Dataset entries
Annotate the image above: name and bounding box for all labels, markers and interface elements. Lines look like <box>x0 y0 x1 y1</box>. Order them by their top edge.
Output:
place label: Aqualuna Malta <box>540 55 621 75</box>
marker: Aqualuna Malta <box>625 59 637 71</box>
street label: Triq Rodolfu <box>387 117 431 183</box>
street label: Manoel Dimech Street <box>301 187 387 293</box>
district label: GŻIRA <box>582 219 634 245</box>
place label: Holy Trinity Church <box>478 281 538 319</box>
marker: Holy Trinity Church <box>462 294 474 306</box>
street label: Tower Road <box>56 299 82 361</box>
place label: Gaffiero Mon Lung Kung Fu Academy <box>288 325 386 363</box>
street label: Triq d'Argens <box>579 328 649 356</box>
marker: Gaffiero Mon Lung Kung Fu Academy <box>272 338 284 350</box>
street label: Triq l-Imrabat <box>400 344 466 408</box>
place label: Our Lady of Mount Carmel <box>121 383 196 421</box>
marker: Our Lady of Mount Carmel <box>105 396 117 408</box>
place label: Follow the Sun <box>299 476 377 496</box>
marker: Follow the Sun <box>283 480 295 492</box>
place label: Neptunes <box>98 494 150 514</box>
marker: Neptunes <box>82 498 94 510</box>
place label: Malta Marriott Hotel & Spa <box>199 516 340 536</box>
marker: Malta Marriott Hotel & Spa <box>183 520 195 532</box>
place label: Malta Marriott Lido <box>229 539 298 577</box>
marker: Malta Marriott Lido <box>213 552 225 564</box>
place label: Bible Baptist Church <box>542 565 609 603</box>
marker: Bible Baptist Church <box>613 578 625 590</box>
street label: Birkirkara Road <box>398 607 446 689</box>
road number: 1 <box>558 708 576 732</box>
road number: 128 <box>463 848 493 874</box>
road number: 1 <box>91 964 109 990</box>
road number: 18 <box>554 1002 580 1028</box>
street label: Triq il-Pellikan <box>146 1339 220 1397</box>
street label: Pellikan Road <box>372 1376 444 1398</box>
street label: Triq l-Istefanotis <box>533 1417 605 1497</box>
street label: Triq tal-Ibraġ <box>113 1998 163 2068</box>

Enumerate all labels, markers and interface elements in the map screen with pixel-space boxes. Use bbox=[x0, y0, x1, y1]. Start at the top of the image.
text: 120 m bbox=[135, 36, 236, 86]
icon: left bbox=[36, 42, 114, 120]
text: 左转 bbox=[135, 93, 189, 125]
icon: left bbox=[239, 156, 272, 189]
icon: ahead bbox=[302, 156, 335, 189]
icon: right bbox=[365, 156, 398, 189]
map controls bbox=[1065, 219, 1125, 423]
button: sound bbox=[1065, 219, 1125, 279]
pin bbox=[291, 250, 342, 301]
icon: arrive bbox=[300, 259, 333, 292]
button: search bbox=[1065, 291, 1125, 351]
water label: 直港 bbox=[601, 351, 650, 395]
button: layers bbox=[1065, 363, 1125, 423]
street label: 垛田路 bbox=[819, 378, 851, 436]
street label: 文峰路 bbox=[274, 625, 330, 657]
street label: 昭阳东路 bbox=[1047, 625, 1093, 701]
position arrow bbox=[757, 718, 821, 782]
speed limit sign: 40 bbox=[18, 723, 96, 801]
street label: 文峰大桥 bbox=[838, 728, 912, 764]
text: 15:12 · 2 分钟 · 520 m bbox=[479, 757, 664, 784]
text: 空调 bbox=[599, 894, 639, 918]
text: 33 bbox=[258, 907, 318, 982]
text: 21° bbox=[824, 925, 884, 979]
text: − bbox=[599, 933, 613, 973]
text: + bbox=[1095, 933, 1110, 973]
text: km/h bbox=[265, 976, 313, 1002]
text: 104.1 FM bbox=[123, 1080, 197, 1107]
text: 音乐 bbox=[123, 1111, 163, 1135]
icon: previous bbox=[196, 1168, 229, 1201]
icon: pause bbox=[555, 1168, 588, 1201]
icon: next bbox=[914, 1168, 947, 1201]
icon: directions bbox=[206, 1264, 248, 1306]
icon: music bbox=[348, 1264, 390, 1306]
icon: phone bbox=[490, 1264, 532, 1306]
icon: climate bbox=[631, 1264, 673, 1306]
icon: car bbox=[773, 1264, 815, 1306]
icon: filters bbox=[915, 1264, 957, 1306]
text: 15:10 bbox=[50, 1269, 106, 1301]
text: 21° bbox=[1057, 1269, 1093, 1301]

#### Required work:
All of the data above needs to be retyped exactly, with each line as it stands.

#### Response to the task:
Annotate the image above: name and bounding box for all labels, markers and interface elements. Lines look like <box>x0 y0 x1 y1</box>. Order them by their top edge.
Output:
place label: Aqualuna Malta <box>540 55 621 75</box>
marker: Aqualuna Malta <box>625 59 637 71</box>
street label: Triq Rodolfu <box>387 117 431 183</box>
street label: Manoel Dimech Street <box>301 187 387 293</box>
district label: GŻIRA <box>582 219 634 245</box>
place label: Holy Trinity Church <box>478 281 538 319</box>
marker: Holy Trinity Church <box>462 294 474 306</box>
street label: Tower Road <box>56 299 82 361</box>
place label: Gaffiero Mon Lung Kung Fu Academy <box>288 325 386 363</box>
street label: Triq d'Argens <box>579 328 649 356</box>
marker: Gaffiero Mon Lung Kung Fu Academy <box>272 338 284 350</box>
street label: Triq l-Imrabat <box>400 344 466 408</box>
place label: Our Lady of Mount Carmel <box>121 383 196 421</box>
marker: Our Lady of Mount Carmel <box>105 396 117 408</box>
place label: Follow the Sun <box>299 476 377 496</box>
marker: Follow the Sun <box>283 480 295 492</box>
place label: Neptunes <box>98 494 150 514</box>
marker: Neptunes <box>82 498 94 510</box>
place label: Malta Marriott Hotel & Spa <box>199 516 340 536</box>
marker: Malta Marriott Hotel & Spa <box>183 520 195 532</box>
place label: Malta Marriott Lido <box>229 539 298 577</box>
marker: Malta Marriott Lido <box>213 552 225 564</box>
place label: Bible Baptist Church <box>542 565 609 603</box>
marker: Bible Baptist Church <box>613 578 625 590</box>
street label: Birkirkara Road <box>398 607 446 689</box>
road number: 1 <box>558 708 576 732</box>
road number: 128 <box>463 848 493 874</box>
road number: 1 <box>91 964 109 990</box>
road number: 18 <box>554 1002 580 1028</box>
street label: Triq il-Pellikan <box>146 1339 220 1397</box>
street label: Pellikan Road <box>372 1376 444 1398</box>
street label: Triq l-Istefanotis <box>533 1417 605 1497</box>
street label: Triq tal-Ibraġ <box>113 1998 163 2068</box>

Enumerate all labels, markers and interface elements in the map screen with pixel-space boxes. Use bbox=[x0, y0, x1, y1]. Start at the top of the image.
text: 120 m bbox=[135, 36, 236, 86]
icon: left bbox=[36, 42, 114, 120]
text: 左转 bbox=[135, 93, 189, 125]
icon: left bbox=[239, 156, 272, 189]
icon: ahead bbox=[302, 156, 335, 189]
icon: right bbox=[365, 156, 398, 189]
map controls bbox=[1065, 219, 1125, 423]
button: sound bbox=[1065, 219, 1125, 279]
pin bbox=[291, 250, 342, 301]
icon: arrive bbox=[300, 259, 333, 292]
button: search bbox=[1065, 291, 1125, 351]
water label: 直港 bbox=[601, 351, 650, 395]
button: layers bbox=[1065, 363, 1125, 423]
street label: 垛田路 bbox=[819, 378, 851, 436]
street label: 文峰路 bbox=[274, 625, 330, 657]
street label: 昭阳东路 bbox=[1047, 625, 1093, 701]
position arrow bbox=[757, 718, 821, 782]
speed limit sign: 40 bbox=[18, 723, 96, 801]
street label: 文峰大桥 bbox=[838, 728, 912, 764]
text: 15:12 · 2 分钟 · 520 m bbox=[479, 757, 664, 784]
text: 空调 bbox=[599, 894, 639, 918]
text: 33 bbox=[258, 907, 318, 982]
text: 21° bbox=[824, 925, 884, 979]
text: − bbox=[599, 933, 613, 973]
text: + bbox=[1095, 933, 1110, 973]
text: km/h bbox=[265, 976, 313, 1002]
text: 104.1 FM bbox=[123, 1080, 197, 1107]
text: 音乐 bbox=[123, 1111, 163, 1135]
icon: previous bbox=[196, 1168, 229, 1201]
icon: pause bbox=[555, 1168, 588, 1201]
icon: next bbox=[914, 1168, 947, 1201]
icon: directions bbox=[206, 1264, 248, 1306]
icon: music bbox=[348, 1264, 390, 1306]
icon: phone bbox=[490, 1264, 532, 1306]
icon: climate bbox=[631, 1264, 673, 1306]
icon: car bbox=[773, 1264, 815, 1306]
icon: filters bbox=[915, 1264, 957, 1306]
text: 15:10 bbox=[50, 1269, 106, 1301]
text: 21° bbox=[1057, 1269, 1093, 1301]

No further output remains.